Of course, dante would never say such a thing. He told us that yesterday while he was beclowning himself on the 9-11 thread.

Solaratov on September 12, 2012 at 5:41 PM

hahA ..

Romney is going to kick this biblical future into high gear!

Oh?

Want to live in a past where good Christians live in moral high ground?

Yes I do.

Do you want to live in a land where communists professors have brought communism into our schools? No

FIGHT in your local community

amend2 on September 12, 2012 at 8:44 PM

Eighteen months ago, we abandoned a key ally in Egypt, President Hosni Mubarak, who likewise was no one’s idea of a nice guy.

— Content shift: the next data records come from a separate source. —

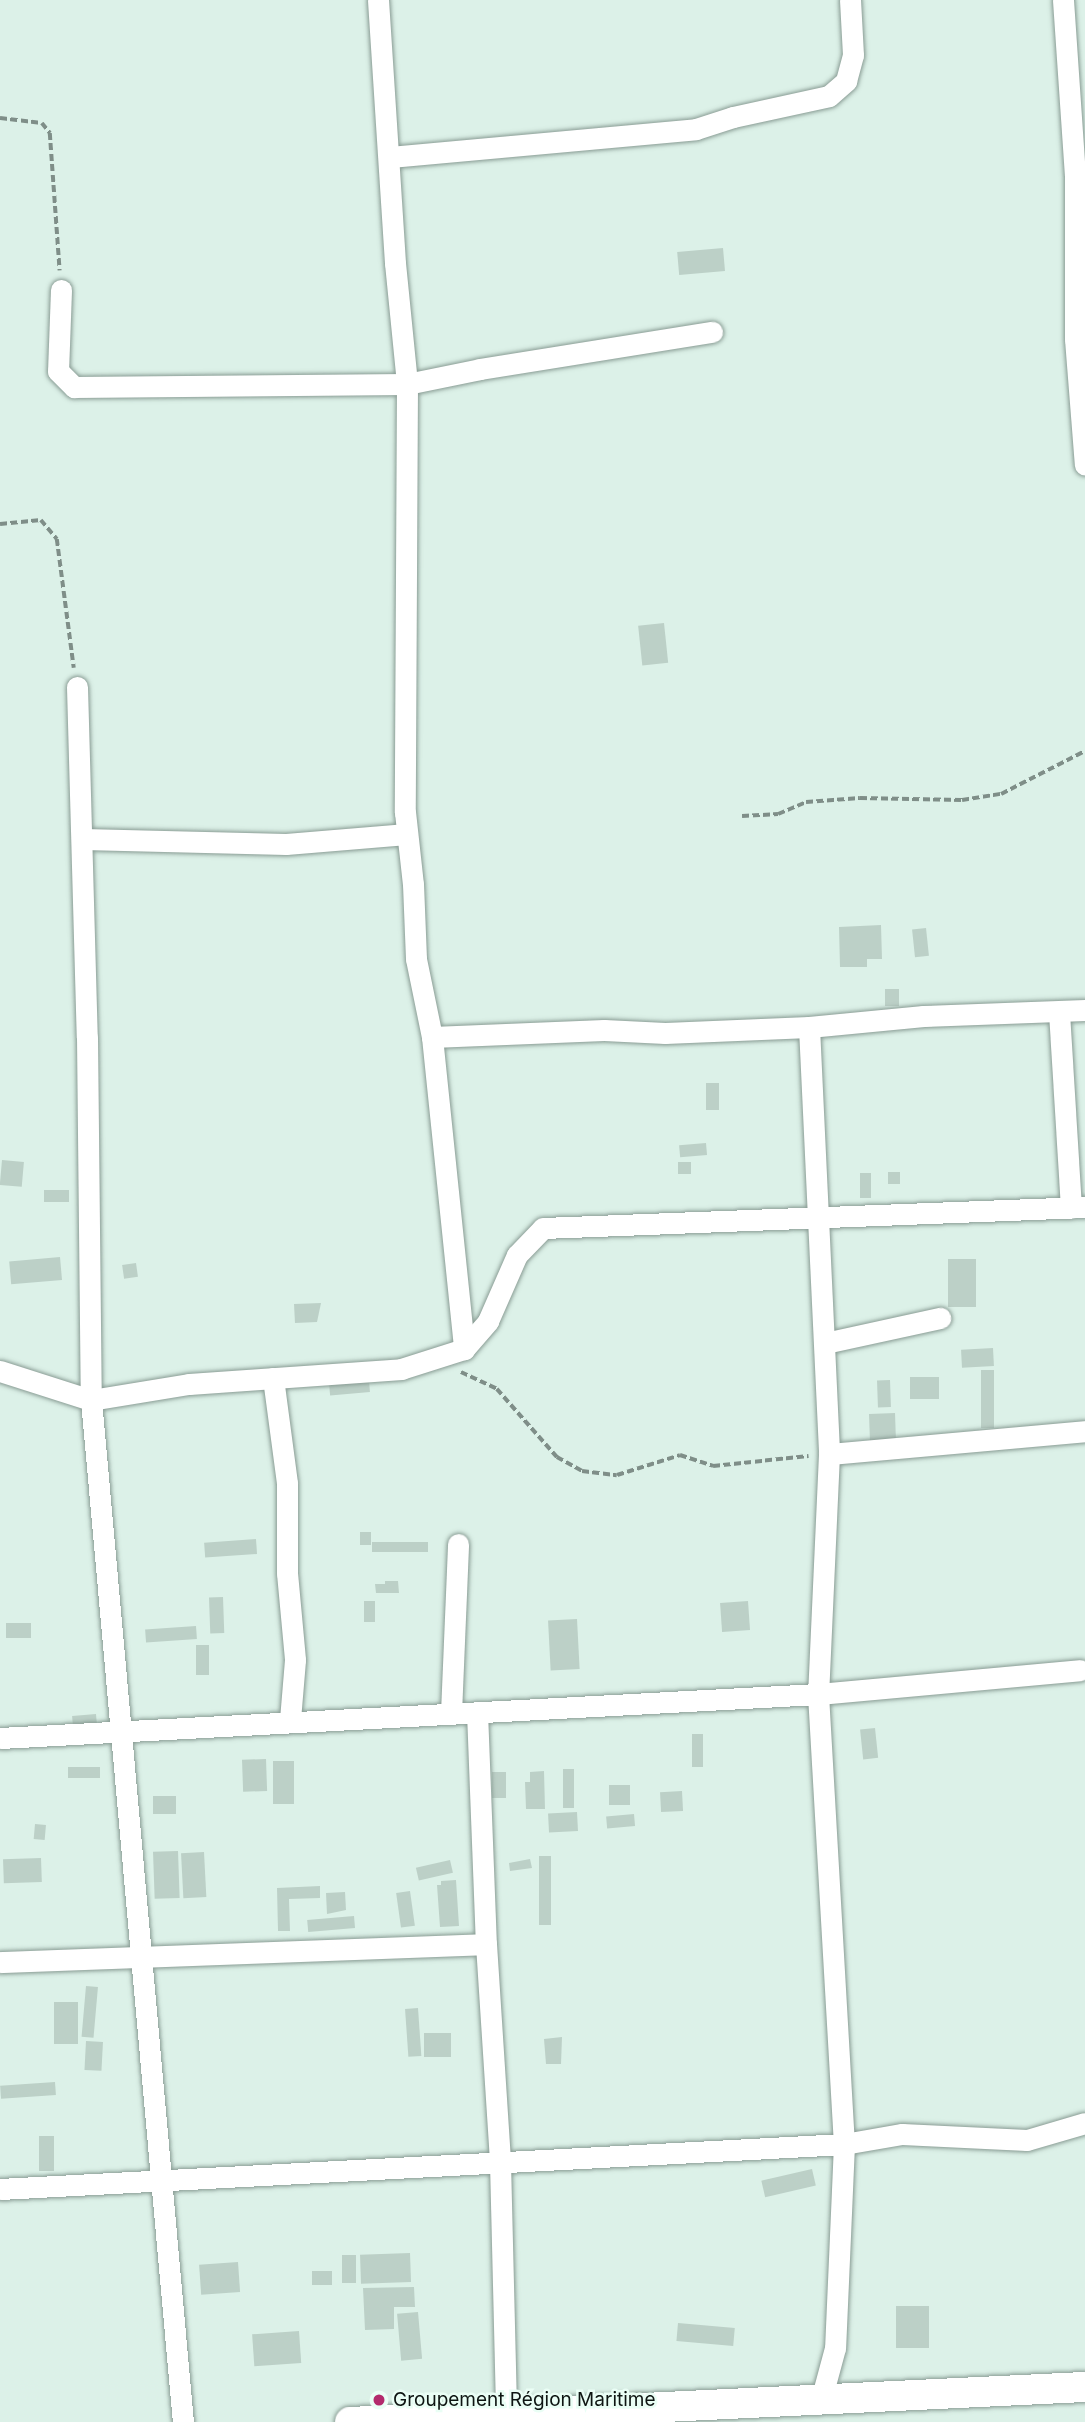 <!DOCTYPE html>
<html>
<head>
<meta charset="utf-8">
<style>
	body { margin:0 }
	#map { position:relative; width:1085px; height:2422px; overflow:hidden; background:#dcf1e8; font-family:Inter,sans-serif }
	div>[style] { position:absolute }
	.building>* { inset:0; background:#bcd0c7; transform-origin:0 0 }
	.path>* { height:3.5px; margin-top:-1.75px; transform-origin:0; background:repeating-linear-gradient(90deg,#7f8e88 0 7px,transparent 0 10.5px) }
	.roads { filter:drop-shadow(0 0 2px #899c94) drop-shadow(0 0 2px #899c94) }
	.minor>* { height:21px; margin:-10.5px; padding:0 10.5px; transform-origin:10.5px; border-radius:10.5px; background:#fff }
	.secondary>* { height:30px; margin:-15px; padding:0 15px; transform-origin:15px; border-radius:15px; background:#fff }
	.dots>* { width:19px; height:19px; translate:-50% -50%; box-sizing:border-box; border:4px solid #eafef5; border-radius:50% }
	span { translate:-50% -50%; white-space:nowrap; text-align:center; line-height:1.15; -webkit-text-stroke:5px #eafef5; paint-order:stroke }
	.poi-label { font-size:19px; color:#0e1512 }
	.left { translate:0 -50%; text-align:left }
</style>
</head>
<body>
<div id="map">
	<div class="building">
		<i style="left:723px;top:248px;width:23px;height:46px;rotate:85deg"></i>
		<i style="left:664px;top:623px;width:40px;height:26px;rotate:84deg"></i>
		<i style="clip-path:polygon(881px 925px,882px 959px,867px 959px,867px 967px,840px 967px,839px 927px)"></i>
		<i style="left:926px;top:928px;width:28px;height:14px;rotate:84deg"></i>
		<i style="left:885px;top:989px;width:14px;height:17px"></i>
		<i style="left:706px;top:1083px;width:13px;height:27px"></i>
		<i style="left:706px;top:1143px;width:12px;height:27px;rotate:85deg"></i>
		<i style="left:2px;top:1160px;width:22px;height:25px;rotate:5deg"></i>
		<i style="left:678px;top:1162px;width:13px;height:12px"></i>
		<i style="left:888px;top:1172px;width:12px;height:12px"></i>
		<i style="left:860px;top:1173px;width:11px;height:25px"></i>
		<i style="left:44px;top:1190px;width:25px;height:12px"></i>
		<i style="left:60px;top:1257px;width:23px;height:51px;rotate:85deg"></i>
		<i style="left:948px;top:1259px;width:28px;height:48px"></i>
		<i style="left:136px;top:1263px;width:14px;height:14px;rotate:82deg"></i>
		<i style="clip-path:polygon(321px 1303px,317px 1322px,295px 1323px,294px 1304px)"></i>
		<i style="left:993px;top:1348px;width:18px;height:32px;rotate:87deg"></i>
		<i style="left:981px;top:1370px;width:13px;height:58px"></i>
		<i style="left:939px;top:1377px;width:22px;height:29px;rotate:90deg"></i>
		<i style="left:890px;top:1380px;width:27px;height:13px;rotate:88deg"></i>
		<i style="left:369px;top:1381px;width:11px;height:40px;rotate:85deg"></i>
		<i style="left:895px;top:1413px;width:29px;height:26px;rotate:88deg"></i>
		<i style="left:360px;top:1532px;width:11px;height:13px"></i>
		<i style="left:256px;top:1539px;width:15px;height:52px;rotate:86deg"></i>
		<i style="left:428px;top:1542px;width:10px;height:56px;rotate:90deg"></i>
		<i style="clip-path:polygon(385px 1581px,398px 1581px,399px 1593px,376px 1593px,375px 1584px,385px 1584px)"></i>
		<i style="left:223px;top:1597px;width:36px;height:14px;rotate:88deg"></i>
		<i style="left:364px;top:1601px;width:11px;height:21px"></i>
		<i style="left:748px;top:1601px;width:29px;height:28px;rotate:86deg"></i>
		<i style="left:577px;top:1619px;width:50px;height:29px;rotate:87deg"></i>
		<i style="left:6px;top:1623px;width:25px;height:15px"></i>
		<i style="left:196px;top:1626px;width:13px;height:51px;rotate:86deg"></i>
		<i style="left:196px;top:1645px;width:13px;height:30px"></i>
		<i style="left:96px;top:1714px;width:12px;height:24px;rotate:85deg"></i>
		<i style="left:875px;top:1728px;width:30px;height:15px;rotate:84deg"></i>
		<i style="left:692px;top:1734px;width:11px;height:33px"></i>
		<i style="left:266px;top:1759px;width:32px;height:24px;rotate:88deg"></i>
		<i style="left:273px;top:1761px;width:21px;height:43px"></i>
		<i style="left:68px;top:1767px;width:32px;height:11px"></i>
		<i style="left:563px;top:1769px;width:11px;height:39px"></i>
		<i style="clip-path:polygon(544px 1771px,545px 1809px,526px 1809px,525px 1782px,530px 1782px,530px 1772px)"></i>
		<i style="left:492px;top:1772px;width:14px;height:26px"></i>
		<i style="left:609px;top:1785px;width:21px;height:20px"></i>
		<i style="left:682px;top:1791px;width:20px;height:22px;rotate:87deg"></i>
		<i style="left:176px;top:1796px;width:18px;height:23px;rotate:90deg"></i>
		<i style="left:577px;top:1812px;width:19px;height:29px;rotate:87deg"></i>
		<i style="left:634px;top:1814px;width:12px;height:28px;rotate:85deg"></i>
		<i style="left:35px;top:1824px;width:11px;height:15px;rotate:5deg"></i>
		<i style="left:178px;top:1851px;width:47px;height:25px;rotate:88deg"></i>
		<i style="left:204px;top:1852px;width:45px;height:23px;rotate:87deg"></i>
		<i style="left:539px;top:1856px;width:12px;height:69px"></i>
		<i style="left:41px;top:1858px;width:24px;height:38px;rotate:88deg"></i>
		<i style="clip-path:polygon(530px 1859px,532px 1868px,510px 1871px,509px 1863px)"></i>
		<i style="left:450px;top:1860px;width:13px;height:35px;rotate:77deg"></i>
		<i style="clip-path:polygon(456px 1880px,459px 1926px,440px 1927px,437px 1885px,441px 1885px,441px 1881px)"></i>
		<i style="clip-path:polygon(320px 1886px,320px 1898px,289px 1899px,290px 1931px,278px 1931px,277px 1888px)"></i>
		<i style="left:410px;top:1891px;width:35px;height:14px;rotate:82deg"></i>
		<i style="clip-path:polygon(345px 1892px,346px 1910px,327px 1914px,326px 1893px)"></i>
		<i style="left:354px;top:1916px;width:12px;height:47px;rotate:85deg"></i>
		<i style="left:86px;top:1986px;width:12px;height:51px;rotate:5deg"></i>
		<i style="left:54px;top:2002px;width:24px;height:42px"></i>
		<i style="left:418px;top:2008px;width:48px;height:13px;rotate:86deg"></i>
		<i style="left:451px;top:2033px;width:24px;height:27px;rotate:90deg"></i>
		<i style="clip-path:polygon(562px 2037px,561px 2064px,546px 2064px,544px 2039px)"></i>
		<i style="left:86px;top:2041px;width:17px;height:29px;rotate:3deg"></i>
		<i style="left:55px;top:2082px;width:13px;height:55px;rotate:86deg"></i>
		<i style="left:39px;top:2136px;width:15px;height:35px"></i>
		<i style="left:812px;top:2169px;width:17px;height:52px;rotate:77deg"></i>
		<i style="left:410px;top:2253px;width:29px;height:50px;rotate:88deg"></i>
		<i style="left:356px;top:2255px;width:28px;height:14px;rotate:90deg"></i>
		<i style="left:238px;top:2262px;width:30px;height:39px;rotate:86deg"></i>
		<i style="left:332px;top:2271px;width:14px;height:20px;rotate:90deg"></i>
		<i style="clip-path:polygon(414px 2287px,415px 2307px,394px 2307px,394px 2329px,365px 2330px,363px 2288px)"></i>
		<i style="left:896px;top:2306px;width:33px;height:42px"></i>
		<i style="left:418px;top:2312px;width:47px;height:21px;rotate:85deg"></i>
		<i style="left:678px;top:2323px;width:57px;height:18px;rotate:5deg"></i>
		<i style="left:299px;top:2331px;width:32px;height:47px;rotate:86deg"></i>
	</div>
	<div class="path">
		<i style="left:0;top:118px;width:42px;rotate:6.8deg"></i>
		<i style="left:42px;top:123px;width:13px;rotate:51deg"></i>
		<i style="left:50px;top:133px;width:138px;rotate:85.9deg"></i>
		<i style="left:0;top:524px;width:41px;rotate:-5.6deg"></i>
		<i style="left:41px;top:520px;width:25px;rotate:50deg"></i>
		<i style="left:57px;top:539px;width:130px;rotate:82.5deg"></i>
		<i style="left:742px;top:816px;width:36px;rotate:-3deg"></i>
		<i style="left:778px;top:814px;width:30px;rotate:-23deg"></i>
		<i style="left:806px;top:802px;width:54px;rotate:-4.2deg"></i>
		<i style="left:860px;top:798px;width:102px;rotate:1.1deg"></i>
		<i style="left:962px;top:800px;width:39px;rotate:-9deg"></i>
		<i style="left:1001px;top:794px;width:94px;rotate:-27.1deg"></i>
		<i style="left:461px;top:1372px;width:40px;rotate:25deg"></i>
		<i style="left:497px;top:1389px;width:91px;rotate:48.6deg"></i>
		<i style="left:557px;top:1457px;width:29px;rotate:29deg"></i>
		<i style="left:582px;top:1471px;width:35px;rotate:7deg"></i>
		<i style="left:617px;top:1475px;width:66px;rotate:-17.6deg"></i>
		<i style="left:680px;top:1455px;width:35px;rotate:18deg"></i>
		<i style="left:713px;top:1466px;width:96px;rotate:-6deg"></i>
	</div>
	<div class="roads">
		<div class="minor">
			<i style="left:378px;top:0;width:264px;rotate:86.3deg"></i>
			<i style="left:395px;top:263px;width:122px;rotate:84.3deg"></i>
			<i style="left:407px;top:384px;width:428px;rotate:90.3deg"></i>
			<i style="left:405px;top:812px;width:72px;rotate:83.7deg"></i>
			<i style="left:413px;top:884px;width:75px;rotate:87.7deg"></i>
			<i style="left:416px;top:959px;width:80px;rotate:78.4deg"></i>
			<i style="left:432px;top:1037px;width:314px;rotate:84.1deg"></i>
			<i style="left:1063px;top:0;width:175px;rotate:86.1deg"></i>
			<i style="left:1075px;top:175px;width:164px;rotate:90deg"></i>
			<i style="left:1075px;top:339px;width:126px;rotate:85.5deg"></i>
			<i style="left:390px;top:157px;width:307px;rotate:-5.2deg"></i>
			<i style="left:696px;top:129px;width:39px;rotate:-18deg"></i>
			<i style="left:733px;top:117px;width:98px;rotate:-12.3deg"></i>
			<i style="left:829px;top:96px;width:23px;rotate:-41deg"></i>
			<i style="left:846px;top:81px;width:27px;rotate:-75deg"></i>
			<i style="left:853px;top:55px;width:55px;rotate:-93.1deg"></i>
			<i style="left:61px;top:290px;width:81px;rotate:92.1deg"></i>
			<i style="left:58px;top:371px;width:23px;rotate:45deg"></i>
			<i style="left:74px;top:387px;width:333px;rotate:-0.5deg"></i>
			<i style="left:407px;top:384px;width:75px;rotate:-11.6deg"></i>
			<i style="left:480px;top:369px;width:235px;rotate:-9.1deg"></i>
			<i style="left:77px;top:687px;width:350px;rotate:88.4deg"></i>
			<i style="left:87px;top:1037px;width:363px;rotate:89.4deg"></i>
			<i style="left:91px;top:1400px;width:1026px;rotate:84.86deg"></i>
			<i style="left:83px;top:839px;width:203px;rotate:1.4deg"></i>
			<i style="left:286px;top:844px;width:121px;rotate:-4.7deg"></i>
			<i style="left:1059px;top:1012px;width:196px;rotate:86.5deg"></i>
			<i style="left:809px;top:1027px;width:427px;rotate:87.3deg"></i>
			<i style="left:829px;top:1454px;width:240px;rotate:92.6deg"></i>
			<i style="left:818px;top:1694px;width:451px;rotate:86.7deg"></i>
			<i style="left:844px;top:2144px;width:204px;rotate:92.5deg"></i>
			<i style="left:835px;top:2348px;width:54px;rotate:105.1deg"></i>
			<i style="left:432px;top:1037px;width:172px;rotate:-2.3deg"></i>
			<i style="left:604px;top:1030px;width:61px;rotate:2.8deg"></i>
			<i style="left:665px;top:1033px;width:144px;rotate:-2.4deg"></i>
			<i style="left:809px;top:1027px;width:115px;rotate:-5.5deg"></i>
			<i style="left:923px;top:1016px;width:162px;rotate:-2.1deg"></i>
			<i style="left:825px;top:1343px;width:118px;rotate:-12.3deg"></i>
			<i style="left:0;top:1371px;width:96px;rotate:17.7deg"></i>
			<i style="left:91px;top:1400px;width:99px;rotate:-9.3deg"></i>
			<i style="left:189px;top:1384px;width:213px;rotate:-4deg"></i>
			<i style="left:401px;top:1369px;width:66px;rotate:-17.6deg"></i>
			<i style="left:464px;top:1349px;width:37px;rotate:-49deg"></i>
			<i style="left:488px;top:1321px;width:72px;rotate:-66.3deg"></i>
			<i style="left:517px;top:1255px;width:37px;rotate:-46deg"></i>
			<i style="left:543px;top:1228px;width:542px;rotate:-2.22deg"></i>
			<i style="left:273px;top:1378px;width:106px;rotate:82.4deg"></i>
			<i style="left:287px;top:1483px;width:90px;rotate:90deg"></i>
			<i style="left:287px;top:1573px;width:87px;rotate:84.7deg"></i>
			<i style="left:295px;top:1660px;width:60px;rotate:94.8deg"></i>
			<i style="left:829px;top:1454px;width:257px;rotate:-5.1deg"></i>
			<i style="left:477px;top:1712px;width:232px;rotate:87.8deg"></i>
			<i style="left:486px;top:1944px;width:218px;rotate:86.3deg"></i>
			<i style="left:500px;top:2162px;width:253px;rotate:88.6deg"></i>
			<i style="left:451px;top:1713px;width:169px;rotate:-87.6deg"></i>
			<i style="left:0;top:1738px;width:819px;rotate:-3.08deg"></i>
			<i style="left:818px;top:1694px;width:263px;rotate:-5.2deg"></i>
			<i style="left:0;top:1962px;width:486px;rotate:-2.1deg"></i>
			<i style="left:0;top:2189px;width:845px;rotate:-3.05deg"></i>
			<i style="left:844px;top:2144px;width:59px;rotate:-9.8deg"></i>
			<i style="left:902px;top:2134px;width:125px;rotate:2.7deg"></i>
			<i style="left:1027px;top:2140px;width:60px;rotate:-16.3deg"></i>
		</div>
		<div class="secondary">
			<i style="left:350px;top:2422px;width:736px;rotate:-2.73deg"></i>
		</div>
	</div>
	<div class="dots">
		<i style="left:379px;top:2400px;background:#b32b6d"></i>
	</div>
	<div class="poi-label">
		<span class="left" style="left:393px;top:2400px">Groupement Région Maritime</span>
	</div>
</div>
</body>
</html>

Ed, I’m curious what you think we should have done to keep Mubarak in power.

Hal_10000 on September 12, 2012 at 10:46 PM

If the State Department doesn’t hurry up and greatly increase security at our embassy in Egypt we may be literally having Carter II – another hostage crisis.

sherrimae on September 12, 2012 at 11:29 PM

Hal_10000 on September 12, 2012 at 10:46 PM

.
Not sure how Ed would respond, but my response is “nothing”.

We gave the rebels big-time moral support, and that gave them a “morale boost.”
.
I believe all we had to do was “nothing”, and for better (or not) Mubarak would still be in power.